- Born: June 25, 1944 Tehran, Iran
- Died: March 30, 2011 (aged 66) New York City, United States
- Occupations: Actor, theatre director, playwright, visual artist

= Ashurbanipal Babilla =

Iranian-Assyrian actor

Ashurbanipal Ebrahim Babilla (Note: Also "Ashur Banipal", "Assurbanipal", "Banipal Babilla") (June 25, 1944 – March 30, 2011) was an Assyrian-Iranian actor, theatre director, playwright and visual artist. Babilla's oeuvre received both critical acclaim as well as criticism. He wrote numerous plays in Persian and English. As a result of the Islamic Revolution, Babilla was forced to flee his native Iran and moved to the United States. In 2005, alongside four other Iranian writers, he received the Hellman-Hammett Award by Human Rights Watch.

==Biography==
Ashurbanipal Babilla, known as "Bani" to his friends and relatives, was born to Shedrach and Luba Babilla (née Tamraz) in Tehran. His family were Presbyterian Assyrians. Babilla completed his primary and secondary education at the Mehr and Firuz Bahram schools in Tehran, and moved to Beirut afterwards to pursue further education. In 1968 he received his B.A. from the American University of Beirut and in 1971 his M.A. from the Near East School of Theology.

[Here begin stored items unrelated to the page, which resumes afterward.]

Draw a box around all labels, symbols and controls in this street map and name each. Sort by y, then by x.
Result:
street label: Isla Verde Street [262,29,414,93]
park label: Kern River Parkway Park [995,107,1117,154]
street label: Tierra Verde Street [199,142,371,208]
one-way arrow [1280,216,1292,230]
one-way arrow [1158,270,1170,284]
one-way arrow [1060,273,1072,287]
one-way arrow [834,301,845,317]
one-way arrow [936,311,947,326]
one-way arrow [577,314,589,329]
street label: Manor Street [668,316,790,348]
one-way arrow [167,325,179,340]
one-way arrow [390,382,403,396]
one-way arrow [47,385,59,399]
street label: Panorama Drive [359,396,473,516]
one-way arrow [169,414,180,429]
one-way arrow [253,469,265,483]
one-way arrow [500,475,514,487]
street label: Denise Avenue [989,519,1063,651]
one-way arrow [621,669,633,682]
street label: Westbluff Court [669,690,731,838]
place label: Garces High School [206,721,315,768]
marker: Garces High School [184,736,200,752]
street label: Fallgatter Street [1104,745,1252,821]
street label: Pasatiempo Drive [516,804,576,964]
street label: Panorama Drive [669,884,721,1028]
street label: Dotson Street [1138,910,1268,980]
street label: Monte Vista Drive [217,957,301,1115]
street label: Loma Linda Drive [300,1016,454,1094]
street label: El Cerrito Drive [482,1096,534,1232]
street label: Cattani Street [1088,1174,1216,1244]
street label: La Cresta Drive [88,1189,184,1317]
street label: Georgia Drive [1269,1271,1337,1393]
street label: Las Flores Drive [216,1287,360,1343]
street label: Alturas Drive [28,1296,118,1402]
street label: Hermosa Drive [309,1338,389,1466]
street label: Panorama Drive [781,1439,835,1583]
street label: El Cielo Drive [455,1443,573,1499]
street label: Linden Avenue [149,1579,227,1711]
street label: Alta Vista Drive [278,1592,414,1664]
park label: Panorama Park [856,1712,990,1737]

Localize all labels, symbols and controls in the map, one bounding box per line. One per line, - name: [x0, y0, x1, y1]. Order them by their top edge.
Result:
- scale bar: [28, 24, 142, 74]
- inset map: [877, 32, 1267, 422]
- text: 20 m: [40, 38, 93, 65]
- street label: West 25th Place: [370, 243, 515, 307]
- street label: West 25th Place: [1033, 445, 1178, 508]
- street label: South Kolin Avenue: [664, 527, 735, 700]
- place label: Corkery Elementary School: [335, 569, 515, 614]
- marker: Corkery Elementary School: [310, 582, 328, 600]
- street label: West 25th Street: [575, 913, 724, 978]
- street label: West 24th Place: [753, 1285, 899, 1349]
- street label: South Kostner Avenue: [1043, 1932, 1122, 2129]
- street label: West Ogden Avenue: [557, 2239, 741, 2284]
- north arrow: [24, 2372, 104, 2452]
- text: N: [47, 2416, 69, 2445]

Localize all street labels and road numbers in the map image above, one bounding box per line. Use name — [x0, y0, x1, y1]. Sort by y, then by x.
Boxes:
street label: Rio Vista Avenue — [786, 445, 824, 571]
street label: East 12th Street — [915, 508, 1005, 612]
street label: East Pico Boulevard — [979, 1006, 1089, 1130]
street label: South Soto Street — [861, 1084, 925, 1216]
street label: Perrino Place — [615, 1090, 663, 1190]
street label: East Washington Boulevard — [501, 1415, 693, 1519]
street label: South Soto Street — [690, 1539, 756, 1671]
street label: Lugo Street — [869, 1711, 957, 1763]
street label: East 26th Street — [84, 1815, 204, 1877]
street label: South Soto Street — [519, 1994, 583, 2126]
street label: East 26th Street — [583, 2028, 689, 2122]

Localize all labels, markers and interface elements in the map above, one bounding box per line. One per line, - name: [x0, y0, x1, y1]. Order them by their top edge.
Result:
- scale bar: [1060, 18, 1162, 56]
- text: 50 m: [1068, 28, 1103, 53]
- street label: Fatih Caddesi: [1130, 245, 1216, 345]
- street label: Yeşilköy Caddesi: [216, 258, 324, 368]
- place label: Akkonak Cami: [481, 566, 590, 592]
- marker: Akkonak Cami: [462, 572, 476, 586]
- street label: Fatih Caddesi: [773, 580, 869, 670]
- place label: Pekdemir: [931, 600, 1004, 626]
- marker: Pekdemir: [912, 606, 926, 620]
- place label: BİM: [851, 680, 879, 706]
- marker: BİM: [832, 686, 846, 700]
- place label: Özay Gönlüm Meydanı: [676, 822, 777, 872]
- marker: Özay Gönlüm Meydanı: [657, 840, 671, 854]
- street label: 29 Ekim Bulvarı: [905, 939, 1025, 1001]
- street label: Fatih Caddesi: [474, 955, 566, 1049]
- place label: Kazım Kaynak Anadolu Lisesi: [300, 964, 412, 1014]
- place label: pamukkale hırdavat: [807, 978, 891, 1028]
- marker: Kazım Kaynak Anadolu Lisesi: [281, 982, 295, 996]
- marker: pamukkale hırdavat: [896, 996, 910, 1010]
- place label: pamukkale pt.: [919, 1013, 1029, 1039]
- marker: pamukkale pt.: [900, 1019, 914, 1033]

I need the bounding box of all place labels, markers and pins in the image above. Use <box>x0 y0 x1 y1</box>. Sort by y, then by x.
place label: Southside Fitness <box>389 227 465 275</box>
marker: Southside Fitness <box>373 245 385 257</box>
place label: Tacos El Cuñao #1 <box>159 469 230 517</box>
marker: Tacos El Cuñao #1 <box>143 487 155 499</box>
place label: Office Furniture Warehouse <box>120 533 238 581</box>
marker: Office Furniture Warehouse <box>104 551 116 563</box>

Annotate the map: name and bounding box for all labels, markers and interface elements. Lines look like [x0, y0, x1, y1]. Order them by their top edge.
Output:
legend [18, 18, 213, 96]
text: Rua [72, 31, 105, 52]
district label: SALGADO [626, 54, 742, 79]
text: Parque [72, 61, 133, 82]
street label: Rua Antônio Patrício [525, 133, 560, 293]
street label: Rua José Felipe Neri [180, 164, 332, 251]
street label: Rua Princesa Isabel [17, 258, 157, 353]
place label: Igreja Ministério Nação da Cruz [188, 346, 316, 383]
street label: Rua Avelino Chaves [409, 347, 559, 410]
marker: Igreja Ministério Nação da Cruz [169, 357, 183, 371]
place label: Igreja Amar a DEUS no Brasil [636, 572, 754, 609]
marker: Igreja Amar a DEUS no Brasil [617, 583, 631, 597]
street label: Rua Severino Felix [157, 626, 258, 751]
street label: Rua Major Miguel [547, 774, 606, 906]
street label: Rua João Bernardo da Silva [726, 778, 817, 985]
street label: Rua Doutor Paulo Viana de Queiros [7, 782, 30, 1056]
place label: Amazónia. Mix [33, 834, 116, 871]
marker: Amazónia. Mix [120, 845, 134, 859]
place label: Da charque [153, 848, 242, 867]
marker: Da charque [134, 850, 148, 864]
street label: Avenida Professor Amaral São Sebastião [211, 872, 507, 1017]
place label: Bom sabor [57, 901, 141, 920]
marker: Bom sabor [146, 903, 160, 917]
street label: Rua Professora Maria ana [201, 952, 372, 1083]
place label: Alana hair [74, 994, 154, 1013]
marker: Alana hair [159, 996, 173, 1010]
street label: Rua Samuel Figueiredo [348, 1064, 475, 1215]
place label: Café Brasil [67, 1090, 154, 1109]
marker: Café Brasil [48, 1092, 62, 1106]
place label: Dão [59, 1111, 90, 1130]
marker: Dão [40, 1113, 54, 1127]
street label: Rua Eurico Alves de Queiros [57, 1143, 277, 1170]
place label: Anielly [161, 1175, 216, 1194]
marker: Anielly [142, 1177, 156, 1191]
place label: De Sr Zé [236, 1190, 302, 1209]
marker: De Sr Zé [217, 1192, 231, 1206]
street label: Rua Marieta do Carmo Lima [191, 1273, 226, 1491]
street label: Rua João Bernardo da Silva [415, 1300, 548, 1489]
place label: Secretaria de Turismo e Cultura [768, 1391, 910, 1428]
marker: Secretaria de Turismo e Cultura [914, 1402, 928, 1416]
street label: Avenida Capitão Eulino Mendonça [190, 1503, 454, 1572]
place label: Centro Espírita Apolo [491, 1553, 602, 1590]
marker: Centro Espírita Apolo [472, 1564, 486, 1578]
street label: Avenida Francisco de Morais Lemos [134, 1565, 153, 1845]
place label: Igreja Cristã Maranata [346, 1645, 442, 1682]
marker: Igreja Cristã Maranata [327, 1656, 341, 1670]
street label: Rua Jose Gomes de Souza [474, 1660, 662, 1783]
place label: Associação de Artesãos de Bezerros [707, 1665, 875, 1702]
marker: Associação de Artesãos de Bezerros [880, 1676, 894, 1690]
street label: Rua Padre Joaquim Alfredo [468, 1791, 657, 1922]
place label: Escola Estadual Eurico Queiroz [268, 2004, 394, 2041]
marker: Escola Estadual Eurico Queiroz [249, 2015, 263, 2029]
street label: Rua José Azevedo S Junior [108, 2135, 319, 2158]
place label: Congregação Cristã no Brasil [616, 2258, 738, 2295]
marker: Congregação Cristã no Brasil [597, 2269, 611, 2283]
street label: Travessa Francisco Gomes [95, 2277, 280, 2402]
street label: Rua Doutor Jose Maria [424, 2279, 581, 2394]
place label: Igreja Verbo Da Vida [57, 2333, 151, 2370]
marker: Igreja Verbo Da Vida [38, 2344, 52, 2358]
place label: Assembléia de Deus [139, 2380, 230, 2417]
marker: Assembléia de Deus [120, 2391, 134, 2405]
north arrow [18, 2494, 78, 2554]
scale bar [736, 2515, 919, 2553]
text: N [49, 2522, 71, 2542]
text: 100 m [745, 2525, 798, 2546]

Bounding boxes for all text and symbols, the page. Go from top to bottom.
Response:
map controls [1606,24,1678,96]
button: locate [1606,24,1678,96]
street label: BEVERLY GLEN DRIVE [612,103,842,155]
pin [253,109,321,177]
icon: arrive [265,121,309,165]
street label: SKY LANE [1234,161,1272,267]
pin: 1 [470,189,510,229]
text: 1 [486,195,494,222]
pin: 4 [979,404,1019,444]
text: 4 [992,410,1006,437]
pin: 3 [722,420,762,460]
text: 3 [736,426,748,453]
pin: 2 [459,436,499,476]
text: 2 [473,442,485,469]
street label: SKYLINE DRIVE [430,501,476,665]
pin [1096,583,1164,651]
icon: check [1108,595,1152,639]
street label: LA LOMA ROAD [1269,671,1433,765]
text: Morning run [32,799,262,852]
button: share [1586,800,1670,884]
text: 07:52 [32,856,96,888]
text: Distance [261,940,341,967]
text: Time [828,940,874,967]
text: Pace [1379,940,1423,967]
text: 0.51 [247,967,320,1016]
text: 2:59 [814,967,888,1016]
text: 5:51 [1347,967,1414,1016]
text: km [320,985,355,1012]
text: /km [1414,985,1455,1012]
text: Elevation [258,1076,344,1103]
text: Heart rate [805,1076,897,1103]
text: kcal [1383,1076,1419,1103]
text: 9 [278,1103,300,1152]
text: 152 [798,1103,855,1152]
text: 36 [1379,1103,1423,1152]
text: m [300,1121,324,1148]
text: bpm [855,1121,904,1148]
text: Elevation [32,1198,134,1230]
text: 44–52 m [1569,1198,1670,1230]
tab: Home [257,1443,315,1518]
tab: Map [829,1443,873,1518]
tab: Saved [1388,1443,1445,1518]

In Beirut, Babilla wrote several plays before returning to Iran in 1972. When he returned to Iran, Babilla at first planned to become a Presbyterian minister. However, according to Khosrow Shayesteh / Encyclopædia Iranica, due to his "radical belief in liberation theology", Babilla was reportedly de facto ousted from the Presbyterian Church by its elders. In 1972–1973, Babilla taught English literature at the Faculty of Literature and Foreign Languages of the University of Tehran. During his time as a teacher, Babilla directed several English plays, which were "produced by the International Theater of Tehran".

Babilla became renowned among Iranian avant-garde artists as a result of the plays he directed. In 1973, he became a member of the Kargah-e Namayesh (Theater Workshop). From 1973 to 1979, Babilla wrote numerous plays in Persian. He also created visual arts. Similar to the works he wrote, Babilla's paintings were deemed controversial. However, the posters Babilla created for his plays were a considered to be success and were named as "among the most progressive theatrical posters in the history of poster in Iran".

In December 1980, as a consequence of the Islamic Revolution, Babilla was forced to flee his native Iran "after almost a year of hiding". He eventually arrived in California, where he directed several plays and taught at University of Southern California. According to Khosrow Shayesteh, a year later, he left California for New York where he lived until his death. In New York, he contributed to the foundation of a "theater troupe", translated plays into Persian, and created "many paintings and sculptures", amongst others. In 1981, Babilla briefly taught at New York University, and from 1989 to 1996 at Bard College.

In an interview, Babilla stated that: "basically, there are three themes in all my work—sex, politics, and religion—and all are inseparable".